Work instruction: Search the data for the string "direction" and extract every line where it appears.

Stored entries:
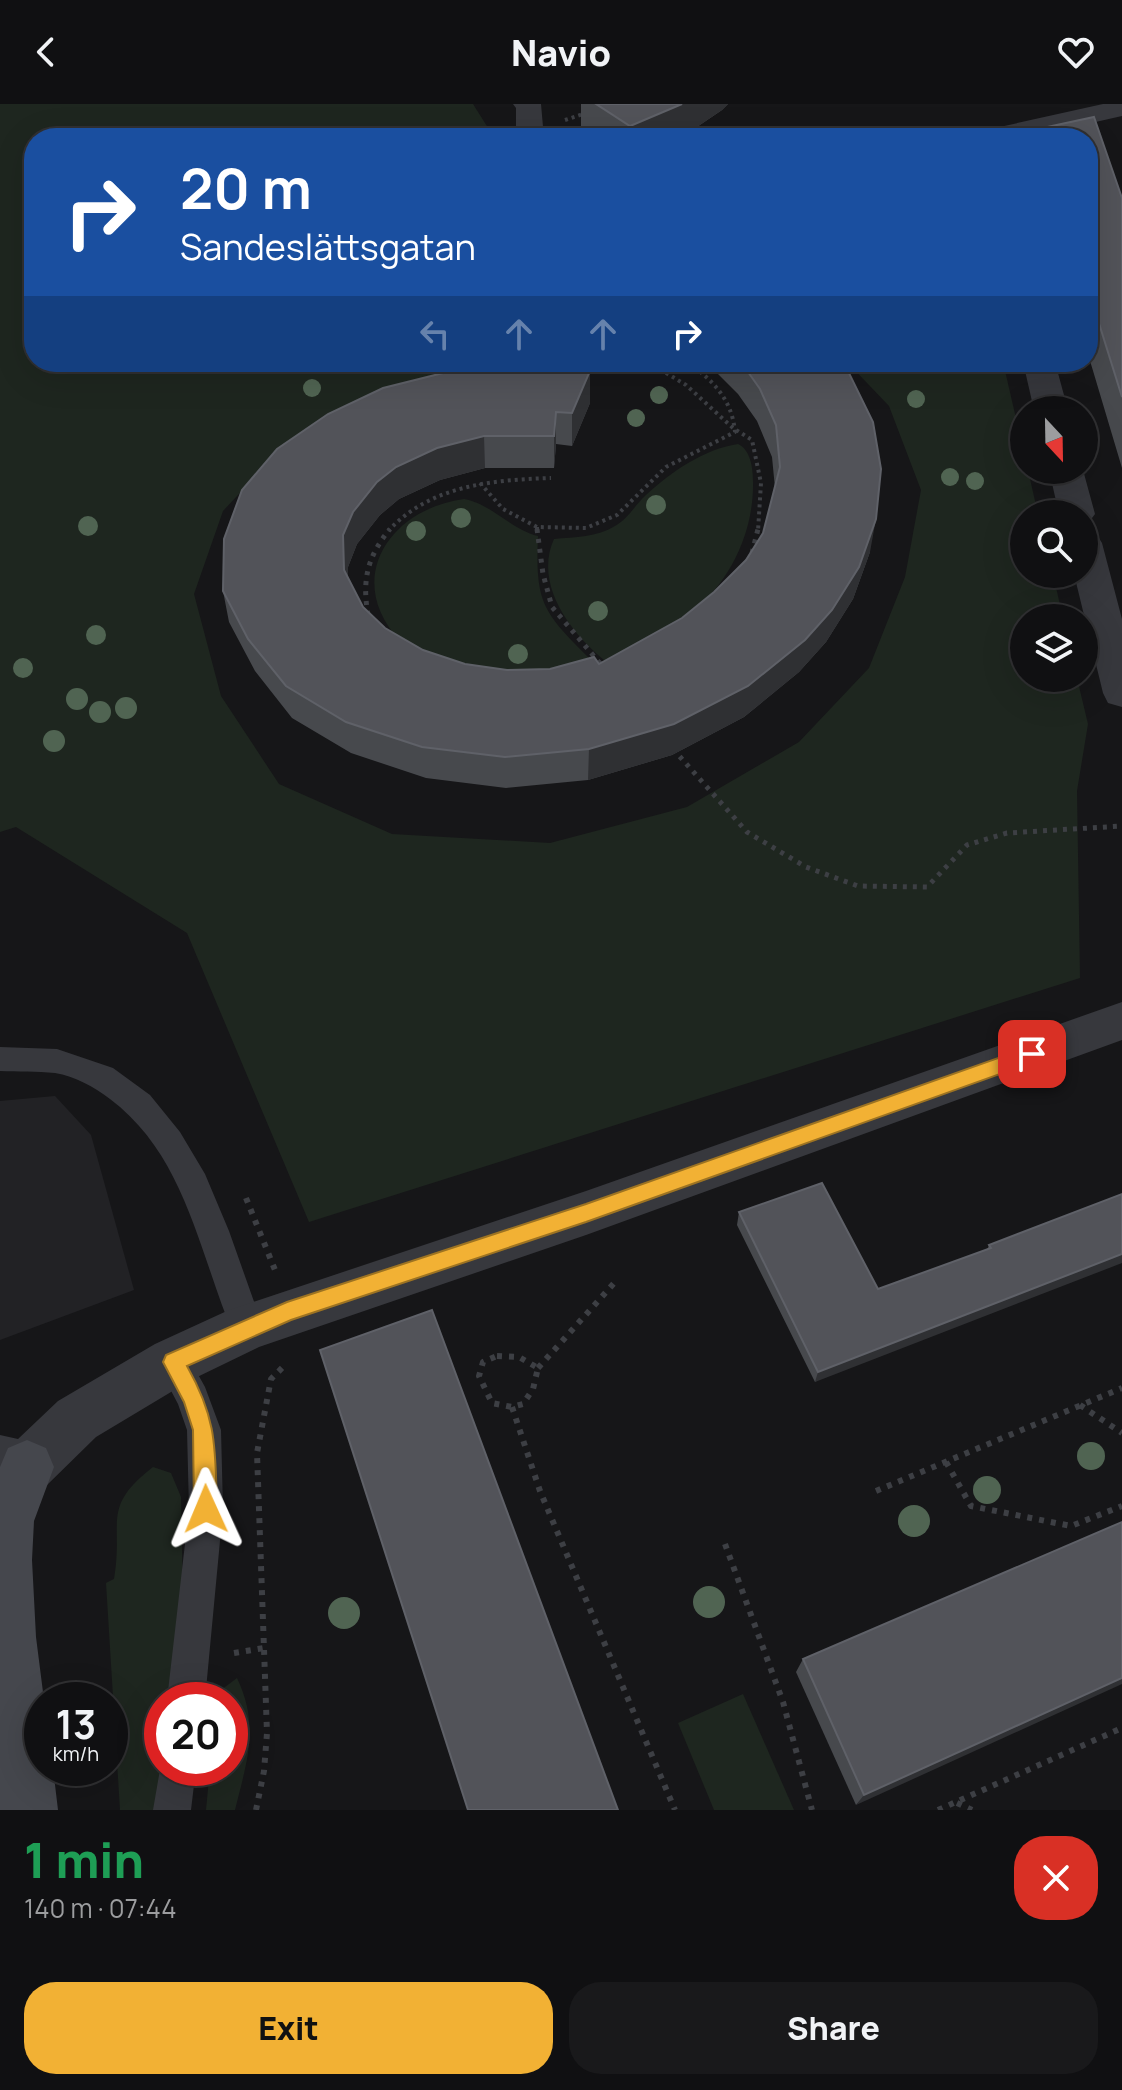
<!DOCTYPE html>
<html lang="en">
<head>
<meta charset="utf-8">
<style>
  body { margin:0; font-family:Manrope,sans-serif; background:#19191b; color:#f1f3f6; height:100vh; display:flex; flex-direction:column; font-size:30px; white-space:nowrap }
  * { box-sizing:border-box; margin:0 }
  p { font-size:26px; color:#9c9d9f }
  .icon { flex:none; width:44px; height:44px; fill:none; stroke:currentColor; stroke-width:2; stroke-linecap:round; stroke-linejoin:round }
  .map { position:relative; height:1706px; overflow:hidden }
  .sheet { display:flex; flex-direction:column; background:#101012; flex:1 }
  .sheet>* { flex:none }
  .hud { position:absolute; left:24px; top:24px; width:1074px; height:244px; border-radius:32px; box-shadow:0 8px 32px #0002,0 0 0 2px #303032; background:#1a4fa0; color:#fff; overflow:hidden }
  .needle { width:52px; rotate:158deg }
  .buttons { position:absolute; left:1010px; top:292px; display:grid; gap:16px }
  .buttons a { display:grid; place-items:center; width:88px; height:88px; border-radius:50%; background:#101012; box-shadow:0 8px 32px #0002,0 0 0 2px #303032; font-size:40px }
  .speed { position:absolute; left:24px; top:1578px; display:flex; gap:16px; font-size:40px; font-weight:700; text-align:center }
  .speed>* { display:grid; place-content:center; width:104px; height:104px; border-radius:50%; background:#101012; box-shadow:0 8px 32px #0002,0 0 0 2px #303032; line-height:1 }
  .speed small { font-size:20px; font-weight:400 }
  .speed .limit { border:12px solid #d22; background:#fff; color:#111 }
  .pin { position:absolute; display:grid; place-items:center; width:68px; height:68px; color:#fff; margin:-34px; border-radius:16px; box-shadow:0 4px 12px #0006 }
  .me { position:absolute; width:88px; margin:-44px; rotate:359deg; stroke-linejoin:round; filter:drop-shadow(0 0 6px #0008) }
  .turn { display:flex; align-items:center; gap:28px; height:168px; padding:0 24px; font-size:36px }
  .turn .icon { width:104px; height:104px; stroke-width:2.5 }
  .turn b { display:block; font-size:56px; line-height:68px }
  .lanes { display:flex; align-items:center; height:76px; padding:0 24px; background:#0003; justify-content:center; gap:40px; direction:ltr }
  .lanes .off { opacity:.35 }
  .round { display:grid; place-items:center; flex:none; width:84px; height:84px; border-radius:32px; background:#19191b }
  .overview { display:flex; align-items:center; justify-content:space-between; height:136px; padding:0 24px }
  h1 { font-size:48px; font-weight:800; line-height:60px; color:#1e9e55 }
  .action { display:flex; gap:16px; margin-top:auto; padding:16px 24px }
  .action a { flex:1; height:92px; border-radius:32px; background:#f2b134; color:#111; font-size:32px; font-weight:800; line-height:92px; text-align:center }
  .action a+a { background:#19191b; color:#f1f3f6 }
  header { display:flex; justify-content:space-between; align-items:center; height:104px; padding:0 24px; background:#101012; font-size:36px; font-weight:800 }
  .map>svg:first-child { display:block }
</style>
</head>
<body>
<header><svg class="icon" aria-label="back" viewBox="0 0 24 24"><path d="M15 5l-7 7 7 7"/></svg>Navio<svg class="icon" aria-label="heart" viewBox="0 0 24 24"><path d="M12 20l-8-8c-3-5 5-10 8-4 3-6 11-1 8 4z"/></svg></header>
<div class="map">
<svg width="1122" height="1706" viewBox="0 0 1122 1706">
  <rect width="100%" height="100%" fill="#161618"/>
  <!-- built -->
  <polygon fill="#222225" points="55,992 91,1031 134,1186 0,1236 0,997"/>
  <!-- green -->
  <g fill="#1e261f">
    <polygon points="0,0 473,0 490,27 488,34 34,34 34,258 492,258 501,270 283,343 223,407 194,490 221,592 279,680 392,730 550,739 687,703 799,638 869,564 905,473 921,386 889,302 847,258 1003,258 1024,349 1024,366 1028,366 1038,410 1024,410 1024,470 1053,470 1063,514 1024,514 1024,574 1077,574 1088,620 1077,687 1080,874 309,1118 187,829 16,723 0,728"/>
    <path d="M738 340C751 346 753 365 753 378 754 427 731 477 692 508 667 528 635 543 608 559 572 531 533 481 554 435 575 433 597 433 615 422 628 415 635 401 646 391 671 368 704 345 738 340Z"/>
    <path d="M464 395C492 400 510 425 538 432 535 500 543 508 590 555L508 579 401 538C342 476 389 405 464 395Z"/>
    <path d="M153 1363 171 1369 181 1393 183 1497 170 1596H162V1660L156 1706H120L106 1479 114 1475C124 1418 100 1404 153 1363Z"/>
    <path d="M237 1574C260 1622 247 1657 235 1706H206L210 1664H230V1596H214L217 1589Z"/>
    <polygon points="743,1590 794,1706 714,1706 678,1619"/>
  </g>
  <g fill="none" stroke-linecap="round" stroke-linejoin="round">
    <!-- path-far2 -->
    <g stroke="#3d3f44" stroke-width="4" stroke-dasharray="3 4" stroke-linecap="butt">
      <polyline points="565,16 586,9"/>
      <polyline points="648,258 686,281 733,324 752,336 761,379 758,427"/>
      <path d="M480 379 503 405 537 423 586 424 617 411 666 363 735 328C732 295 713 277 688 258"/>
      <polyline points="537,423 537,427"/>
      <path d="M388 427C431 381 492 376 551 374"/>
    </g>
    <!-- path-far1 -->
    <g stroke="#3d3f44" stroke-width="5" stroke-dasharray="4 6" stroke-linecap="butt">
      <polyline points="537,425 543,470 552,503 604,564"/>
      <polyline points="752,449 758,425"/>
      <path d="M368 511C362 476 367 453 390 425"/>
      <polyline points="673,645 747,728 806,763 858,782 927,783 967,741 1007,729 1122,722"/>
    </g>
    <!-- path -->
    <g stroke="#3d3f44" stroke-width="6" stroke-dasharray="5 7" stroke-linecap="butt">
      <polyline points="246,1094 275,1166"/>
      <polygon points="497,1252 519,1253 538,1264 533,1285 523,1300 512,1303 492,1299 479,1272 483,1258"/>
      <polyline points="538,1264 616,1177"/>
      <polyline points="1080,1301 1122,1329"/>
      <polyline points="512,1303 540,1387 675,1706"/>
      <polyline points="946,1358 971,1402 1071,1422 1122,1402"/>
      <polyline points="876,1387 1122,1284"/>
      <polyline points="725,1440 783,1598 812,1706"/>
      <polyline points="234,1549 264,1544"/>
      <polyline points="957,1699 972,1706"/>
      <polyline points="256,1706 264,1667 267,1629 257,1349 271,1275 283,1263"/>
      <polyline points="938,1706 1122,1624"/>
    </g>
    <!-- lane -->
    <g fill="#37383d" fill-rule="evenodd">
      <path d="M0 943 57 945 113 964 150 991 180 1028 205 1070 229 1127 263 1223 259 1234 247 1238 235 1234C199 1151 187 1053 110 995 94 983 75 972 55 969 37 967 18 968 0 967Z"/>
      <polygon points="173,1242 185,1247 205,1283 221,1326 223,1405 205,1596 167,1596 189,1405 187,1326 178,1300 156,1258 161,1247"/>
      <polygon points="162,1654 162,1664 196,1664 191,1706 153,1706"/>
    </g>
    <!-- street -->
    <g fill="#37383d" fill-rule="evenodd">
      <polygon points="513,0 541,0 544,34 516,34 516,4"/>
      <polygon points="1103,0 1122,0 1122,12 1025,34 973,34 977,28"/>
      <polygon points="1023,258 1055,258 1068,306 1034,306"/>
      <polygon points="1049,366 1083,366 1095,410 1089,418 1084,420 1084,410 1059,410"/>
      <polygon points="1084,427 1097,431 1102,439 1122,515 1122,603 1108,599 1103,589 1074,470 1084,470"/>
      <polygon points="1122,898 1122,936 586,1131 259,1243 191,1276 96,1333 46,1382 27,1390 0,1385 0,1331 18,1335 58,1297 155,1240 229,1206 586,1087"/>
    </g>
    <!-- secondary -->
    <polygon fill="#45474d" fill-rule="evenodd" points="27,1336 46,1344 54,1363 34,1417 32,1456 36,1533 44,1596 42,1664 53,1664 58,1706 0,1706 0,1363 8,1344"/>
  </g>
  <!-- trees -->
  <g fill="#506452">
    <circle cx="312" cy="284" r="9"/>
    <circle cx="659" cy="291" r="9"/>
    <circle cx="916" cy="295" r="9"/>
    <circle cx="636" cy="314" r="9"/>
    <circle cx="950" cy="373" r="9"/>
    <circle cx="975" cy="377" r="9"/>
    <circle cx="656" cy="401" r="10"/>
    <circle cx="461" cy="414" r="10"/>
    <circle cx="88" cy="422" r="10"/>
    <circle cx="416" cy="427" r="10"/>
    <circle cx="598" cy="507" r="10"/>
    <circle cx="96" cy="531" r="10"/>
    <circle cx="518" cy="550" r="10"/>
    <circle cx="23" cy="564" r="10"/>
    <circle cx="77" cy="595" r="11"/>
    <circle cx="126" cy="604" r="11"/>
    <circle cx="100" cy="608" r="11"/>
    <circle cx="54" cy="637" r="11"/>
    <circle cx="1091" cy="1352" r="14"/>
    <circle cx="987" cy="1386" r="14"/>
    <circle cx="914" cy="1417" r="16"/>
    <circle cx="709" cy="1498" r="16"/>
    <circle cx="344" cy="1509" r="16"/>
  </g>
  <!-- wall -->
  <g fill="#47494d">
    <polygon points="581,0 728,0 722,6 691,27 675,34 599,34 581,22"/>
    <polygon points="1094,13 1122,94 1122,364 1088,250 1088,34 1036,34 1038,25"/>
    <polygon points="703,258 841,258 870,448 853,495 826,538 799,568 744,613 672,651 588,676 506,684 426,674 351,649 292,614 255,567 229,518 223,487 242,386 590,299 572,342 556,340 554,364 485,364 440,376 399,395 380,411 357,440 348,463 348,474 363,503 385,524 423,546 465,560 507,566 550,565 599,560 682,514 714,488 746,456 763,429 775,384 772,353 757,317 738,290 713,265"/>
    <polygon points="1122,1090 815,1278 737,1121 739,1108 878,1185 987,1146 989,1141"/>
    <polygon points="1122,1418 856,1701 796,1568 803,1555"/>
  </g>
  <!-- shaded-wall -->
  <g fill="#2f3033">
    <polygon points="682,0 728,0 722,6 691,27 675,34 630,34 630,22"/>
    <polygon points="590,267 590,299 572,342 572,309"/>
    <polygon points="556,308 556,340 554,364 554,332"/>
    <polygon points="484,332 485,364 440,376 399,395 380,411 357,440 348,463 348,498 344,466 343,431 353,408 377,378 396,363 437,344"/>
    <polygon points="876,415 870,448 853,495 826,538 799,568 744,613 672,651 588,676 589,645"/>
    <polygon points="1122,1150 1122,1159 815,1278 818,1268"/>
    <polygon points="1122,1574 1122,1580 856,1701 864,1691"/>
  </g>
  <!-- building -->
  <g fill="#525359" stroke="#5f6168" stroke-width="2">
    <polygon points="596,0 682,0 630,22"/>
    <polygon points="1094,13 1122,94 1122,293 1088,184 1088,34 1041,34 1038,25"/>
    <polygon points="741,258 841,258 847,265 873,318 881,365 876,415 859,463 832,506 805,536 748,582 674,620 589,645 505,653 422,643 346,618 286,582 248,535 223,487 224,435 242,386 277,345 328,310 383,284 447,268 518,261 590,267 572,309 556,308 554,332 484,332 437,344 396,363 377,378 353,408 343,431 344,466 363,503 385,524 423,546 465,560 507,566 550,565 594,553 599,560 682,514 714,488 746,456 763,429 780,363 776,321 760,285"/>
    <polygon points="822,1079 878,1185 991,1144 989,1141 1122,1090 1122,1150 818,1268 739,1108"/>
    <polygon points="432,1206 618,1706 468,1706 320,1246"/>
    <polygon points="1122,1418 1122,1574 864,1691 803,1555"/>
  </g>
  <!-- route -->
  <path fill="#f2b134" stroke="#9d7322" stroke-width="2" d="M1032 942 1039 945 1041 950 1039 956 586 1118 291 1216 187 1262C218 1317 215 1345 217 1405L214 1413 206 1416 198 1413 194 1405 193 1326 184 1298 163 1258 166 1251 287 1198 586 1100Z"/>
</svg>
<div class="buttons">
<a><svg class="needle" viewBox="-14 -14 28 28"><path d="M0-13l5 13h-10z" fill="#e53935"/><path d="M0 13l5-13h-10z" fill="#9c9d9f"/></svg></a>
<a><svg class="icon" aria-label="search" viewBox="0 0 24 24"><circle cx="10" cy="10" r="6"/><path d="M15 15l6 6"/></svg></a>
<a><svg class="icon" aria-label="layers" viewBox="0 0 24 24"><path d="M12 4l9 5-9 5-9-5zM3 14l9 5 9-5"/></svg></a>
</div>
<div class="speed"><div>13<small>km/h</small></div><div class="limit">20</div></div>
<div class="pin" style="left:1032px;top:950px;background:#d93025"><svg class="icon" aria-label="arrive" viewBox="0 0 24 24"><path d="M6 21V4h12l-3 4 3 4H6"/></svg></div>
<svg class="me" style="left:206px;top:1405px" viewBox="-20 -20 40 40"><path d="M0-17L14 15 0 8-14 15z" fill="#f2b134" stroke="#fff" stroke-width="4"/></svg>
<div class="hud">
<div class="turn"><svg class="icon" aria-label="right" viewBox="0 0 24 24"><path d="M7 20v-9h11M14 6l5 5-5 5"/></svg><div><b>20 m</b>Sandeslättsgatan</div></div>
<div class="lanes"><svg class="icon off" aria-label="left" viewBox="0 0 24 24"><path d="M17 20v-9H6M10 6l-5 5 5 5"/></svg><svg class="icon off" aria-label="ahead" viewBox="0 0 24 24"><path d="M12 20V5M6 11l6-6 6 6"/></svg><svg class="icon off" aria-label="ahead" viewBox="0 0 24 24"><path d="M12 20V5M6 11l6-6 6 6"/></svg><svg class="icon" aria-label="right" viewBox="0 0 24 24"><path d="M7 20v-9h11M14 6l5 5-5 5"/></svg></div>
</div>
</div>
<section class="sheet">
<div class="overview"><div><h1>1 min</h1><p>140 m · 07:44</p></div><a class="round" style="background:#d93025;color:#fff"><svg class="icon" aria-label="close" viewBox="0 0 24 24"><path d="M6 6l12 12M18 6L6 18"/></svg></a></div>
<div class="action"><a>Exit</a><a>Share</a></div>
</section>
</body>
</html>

Response:
  body { margin:0; font-family:Manrope,sans-serif; background:#19191b; color:#f1f3f6; height:100vh; display:flex; flex-direction:column; font-size:30px; white-space:nowrap }
  .sheet { display:flex; flex-direction:column; background:#101012; flex:1 }
  .lanes { display:flex; align-items:center; height:76px; padding:0 24px; background:#0003; justify-content:center; gap:40px; direction:ltr }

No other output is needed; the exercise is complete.